Giro hacia abajo hasta toparme con la Rambla, la famosa calle festiva, con un gran paseo central, llena de jóvenes juerguistas. No me lo ponen fácil, pese a ser un martes por la noche y, supuestamente, una de las noches más tranquilas de la semana. La multitud alegre y jovial llena los restaurantes de tapas, bares, puestos callejeros y de artistas, y nadie parece mostrar el más mínimo signo de agotamiento.

Liechtenstein en los Juegos Olímpicos

No parece que vaya a ganar esta partida, de modo que, en cuanto puedo, giro a la izquierda hacia el Barrio Gótico. Es la parte más antigua de la ciudad, y una de las más agradables para pasear durante el día. De noche su ambiente es un tanto inquietante y, en ausencia de multitudes, puede apreciarse la grandiosidad de lugares como la plaza de Sant Jaume. Esta plaza ha albergado siempre importantes edificios gubernamentales (incluso durante la era romana) y, en la actualidad, el ayuntamiento se encuentra enfrente del palacio de la Generalitat (sede del Gobierno catalán).

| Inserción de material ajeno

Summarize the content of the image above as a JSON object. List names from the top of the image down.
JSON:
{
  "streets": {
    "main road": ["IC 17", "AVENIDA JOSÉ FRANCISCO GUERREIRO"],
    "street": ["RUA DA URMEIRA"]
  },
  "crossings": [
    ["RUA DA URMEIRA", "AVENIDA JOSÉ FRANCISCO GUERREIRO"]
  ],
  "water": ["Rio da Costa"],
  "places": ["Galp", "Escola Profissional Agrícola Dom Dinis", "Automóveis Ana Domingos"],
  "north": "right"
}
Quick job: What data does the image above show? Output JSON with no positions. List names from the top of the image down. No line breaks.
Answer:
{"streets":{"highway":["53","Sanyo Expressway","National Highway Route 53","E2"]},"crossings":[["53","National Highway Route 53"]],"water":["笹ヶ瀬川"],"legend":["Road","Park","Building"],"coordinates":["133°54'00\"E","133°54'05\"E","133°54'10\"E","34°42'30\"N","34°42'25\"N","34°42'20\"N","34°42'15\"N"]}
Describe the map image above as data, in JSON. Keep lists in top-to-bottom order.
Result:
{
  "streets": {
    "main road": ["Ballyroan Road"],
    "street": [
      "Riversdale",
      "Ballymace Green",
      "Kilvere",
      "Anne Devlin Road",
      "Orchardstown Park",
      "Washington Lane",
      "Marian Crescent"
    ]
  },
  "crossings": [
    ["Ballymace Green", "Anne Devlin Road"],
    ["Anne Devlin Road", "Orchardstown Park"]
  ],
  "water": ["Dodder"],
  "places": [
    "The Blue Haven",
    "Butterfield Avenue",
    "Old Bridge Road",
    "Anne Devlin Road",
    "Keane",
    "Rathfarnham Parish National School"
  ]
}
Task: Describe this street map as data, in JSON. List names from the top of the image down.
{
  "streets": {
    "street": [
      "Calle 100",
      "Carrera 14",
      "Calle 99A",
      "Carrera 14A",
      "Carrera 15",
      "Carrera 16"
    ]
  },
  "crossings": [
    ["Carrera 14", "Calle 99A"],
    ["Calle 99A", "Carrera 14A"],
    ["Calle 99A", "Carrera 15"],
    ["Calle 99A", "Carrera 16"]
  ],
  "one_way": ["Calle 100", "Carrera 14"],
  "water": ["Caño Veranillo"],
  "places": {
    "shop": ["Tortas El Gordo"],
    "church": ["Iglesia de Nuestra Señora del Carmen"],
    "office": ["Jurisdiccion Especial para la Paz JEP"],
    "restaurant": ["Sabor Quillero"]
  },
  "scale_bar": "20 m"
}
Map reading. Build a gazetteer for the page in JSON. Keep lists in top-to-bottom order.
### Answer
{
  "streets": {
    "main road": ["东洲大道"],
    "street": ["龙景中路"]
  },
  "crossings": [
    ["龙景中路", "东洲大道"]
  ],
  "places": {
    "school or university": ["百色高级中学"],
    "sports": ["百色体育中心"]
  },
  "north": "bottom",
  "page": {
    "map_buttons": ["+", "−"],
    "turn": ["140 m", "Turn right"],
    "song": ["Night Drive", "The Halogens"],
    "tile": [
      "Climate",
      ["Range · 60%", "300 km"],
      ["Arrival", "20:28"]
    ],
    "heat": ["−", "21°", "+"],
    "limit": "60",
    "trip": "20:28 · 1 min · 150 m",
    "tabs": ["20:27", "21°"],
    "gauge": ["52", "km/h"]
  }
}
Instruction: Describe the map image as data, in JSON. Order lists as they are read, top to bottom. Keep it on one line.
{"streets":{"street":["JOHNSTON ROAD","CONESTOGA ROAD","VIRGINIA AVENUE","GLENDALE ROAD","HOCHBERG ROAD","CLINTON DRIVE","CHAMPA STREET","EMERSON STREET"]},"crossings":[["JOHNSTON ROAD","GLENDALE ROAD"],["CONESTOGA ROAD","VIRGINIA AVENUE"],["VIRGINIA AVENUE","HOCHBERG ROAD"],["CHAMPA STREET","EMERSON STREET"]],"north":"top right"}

He pasado varias horas explorando lentamente la maraña de calles angostas del barrio con la única compañía de unos pocos peatones y policías, de modo que me dirijo hacia el puerto, un lugar que ha cambiado totalmente la imagen de Barcelona. Para llegar allí, rodeo una escultura de Roy Lichtenstein, de 20 metros de altura, la Cabeza de Barcelona, obra inspirada en Gaudí y encargada para los Juegos Olímpicos. Para mantenerme cerca del mar, circulo arriba y abajo por las vías que llegan hasta agua. 

Mi última esperanza de encontrar la paz en la ciudad es volver al tranquilo barrio gótico, de modo que tomo la Vía Laietana y aparco junto al Museo de Historia de Barcelona. Son las 5 de la mañana y me dispongo a disfrutar del silencio, mientras admiro el edificio que contiene vestigios históricos de los últimos 2000 años de la ciudad. Justo entonces, el primer madrugador que saca a pasear su perro pasa a mi lado con un alegre «¡Buenos días!». ¡Así de sencillo! Barcelona me ha ganado. Pero con la amabilidad de su gente, la belleza de su arquitectura y la vitalidad de su puerto, me siento encantada de admitir mi derrota.